§ Task to carry out
Each line of the data that mentions the string "route" needs to be identified and copied.

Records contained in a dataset

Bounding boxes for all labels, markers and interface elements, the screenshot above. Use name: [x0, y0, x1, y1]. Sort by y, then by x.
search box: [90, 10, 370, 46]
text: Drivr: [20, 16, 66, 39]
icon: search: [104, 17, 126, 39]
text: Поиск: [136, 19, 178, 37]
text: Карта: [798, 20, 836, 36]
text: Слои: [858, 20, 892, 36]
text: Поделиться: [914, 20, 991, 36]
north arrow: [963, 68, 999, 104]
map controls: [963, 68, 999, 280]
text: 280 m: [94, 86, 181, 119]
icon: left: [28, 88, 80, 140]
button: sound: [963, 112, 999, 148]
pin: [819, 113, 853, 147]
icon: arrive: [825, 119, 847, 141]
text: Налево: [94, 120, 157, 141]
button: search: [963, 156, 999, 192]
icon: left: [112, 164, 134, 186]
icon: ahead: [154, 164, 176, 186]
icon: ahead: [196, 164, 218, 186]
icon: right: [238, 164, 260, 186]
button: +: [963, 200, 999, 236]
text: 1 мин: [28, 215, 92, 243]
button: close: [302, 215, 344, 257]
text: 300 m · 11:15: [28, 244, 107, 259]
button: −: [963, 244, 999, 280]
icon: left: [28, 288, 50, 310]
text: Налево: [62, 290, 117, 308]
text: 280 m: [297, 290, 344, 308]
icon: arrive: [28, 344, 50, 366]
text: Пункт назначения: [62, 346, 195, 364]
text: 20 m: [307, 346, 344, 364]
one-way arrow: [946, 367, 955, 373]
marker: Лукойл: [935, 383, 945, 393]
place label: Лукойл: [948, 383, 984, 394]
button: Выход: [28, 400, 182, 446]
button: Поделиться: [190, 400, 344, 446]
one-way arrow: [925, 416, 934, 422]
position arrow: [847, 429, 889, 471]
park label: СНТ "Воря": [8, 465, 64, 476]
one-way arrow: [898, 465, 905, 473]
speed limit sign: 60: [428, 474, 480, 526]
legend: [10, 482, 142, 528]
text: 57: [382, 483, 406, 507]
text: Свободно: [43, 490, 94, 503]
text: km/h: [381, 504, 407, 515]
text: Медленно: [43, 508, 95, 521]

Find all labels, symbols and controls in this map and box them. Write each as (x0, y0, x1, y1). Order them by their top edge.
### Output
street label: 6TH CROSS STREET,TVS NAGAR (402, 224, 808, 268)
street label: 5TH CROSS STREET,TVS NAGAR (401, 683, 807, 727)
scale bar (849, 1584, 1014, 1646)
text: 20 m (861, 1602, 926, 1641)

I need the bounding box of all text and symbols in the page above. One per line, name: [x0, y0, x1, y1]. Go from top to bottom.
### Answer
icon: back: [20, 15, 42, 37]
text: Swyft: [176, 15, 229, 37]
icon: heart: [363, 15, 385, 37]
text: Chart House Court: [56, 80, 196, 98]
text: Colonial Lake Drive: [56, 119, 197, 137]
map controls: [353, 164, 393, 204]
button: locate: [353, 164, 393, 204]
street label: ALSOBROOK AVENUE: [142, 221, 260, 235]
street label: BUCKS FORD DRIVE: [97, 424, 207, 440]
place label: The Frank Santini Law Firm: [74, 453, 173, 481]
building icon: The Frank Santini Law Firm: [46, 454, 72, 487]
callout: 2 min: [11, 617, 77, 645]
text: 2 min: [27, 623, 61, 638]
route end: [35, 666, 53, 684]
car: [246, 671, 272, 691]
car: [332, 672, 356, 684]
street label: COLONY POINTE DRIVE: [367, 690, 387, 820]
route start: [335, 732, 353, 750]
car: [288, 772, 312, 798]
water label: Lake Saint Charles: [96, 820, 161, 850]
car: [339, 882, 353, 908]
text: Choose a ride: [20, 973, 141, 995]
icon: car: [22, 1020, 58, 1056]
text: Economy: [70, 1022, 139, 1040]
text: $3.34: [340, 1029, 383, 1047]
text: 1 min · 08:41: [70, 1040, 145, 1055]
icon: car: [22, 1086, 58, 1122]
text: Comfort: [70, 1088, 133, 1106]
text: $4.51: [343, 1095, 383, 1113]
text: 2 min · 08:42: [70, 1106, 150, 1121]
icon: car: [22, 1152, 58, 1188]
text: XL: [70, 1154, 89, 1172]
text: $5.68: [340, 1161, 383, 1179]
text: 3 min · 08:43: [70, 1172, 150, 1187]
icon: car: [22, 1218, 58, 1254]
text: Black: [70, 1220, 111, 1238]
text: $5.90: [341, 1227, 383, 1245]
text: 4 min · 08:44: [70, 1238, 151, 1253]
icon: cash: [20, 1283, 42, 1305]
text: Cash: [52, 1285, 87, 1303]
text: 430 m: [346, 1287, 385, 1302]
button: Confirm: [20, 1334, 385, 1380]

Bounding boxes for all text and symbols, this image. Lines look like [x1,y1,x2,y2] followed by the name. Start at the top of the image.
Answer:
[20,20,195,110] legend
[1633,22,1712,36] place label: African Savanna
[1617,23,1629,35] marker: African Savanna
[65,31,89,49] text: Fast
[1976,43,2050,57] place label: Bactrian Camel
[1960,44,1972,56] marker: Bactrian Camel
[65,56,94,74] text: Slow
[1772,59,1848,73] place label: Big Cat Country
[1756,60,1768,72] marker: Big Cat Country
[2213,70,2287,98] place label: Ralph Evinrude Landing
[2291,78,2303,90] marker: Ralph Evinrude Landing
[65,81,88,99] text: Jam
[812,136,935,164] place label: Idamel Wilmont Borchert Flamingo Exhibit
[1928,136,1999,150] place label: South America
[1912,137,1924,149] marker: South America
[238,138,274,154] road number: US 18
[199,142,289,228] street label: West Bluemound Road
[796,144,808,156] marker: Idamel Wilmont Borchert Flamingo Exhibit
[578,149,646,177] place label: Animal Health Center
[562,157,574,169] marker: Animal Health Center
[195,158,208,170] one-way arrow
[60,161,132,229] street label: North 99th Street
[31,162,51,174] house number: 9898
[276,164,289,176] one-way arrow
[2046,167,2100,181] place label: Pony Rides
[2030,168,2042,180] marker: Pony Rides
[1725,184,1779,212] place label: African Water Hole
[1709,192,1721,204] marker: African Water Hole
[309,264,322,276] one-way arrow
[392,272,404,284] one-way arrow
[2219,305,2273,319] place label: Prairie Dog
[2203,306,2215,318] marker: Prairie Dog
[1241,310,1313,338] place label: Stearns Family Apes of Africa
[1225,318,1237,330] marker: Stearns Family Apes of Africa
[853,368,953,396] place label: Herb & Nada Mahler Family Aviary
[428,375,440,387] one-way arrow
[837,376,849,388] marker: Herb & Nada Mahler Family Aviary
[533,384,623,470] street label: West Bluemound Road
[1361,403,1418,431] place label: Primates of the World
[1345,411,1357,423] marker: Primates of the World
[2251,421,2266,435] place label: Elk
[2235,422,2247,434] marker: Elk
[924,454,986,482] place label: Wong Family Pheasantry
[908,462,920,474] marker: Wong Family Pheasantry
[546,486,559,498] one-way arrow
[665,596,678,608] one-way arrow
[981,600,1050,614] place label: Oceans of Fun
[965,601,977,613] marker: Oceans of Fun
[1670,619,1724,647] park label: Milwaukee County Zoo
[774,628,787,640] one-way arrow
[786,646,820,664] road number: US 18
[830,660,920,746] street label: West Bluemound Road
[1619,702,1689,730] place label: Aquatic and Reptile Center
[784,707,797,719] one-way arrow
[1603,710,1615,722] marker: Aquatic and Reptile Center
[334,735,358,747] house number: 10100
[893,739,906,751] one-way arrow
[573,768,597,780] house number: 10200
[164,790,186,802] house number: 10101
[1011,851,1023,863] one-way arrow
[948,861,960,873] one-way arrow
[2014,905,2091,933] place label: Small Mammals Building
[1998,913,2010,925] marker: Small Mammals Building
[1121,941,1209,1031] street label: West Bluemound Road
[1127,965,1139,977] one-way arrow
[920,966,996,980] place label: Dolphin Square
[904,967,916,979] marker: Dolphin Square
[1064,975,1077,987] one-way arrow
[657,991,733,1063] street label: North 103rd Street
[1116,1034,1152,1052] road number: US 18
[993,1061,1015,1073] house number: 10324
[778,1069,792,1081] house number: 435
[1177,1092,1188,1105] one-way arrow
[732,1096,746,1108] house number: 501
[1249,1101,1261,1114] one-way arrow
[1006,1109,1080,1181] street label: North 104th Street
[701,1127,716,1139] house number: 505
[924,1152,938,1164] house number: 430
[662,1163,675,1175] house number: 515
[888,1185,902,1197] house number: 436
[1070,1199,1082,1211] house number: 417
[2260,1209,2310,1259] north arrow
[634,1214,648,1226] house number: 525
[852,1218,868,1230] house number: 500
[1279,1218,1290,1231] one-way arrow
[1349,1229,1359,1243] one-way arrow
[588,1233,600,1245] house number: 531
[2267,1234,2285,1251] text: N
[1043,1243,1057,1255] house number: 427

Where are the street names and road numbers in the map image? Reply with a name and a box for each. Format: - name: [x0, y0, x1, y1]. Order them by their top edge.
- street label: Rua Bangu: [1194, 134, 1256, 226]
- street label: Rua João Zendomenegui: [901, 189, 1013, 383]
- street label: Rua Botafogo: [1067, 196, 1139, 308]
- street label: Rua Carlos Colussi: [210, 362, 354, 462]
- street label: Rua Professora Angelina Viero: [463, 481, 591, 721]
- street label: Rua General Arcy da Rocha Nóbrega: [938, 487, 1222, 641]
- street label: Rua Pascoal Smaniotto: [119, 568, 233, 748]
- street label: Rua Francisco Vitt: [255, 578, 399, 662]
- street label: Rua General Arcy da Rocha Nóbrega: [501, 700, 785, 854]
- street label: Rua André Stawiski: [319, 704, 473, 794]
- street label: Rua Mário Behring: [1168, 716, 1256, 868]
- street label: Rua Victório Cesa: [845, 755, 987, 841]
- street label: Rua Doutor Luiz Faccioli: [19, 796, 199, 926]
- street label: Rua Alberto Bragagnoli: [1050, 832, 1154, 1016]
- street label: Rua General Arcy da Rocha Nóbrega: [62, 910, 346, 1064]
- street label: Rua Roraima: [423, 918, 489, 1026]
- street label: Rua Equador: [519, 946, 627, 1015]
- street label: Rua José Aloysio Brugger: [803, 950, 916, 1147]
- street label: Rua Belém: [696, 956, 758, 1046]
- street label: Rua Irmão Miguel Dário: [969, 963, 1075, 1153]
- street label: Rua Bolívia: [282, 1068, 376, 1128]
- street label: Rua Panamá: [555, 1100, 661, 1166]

§ Solution for this problem
route end: [35, 666, 53, 684]
route start: [335, 732, 353, 750]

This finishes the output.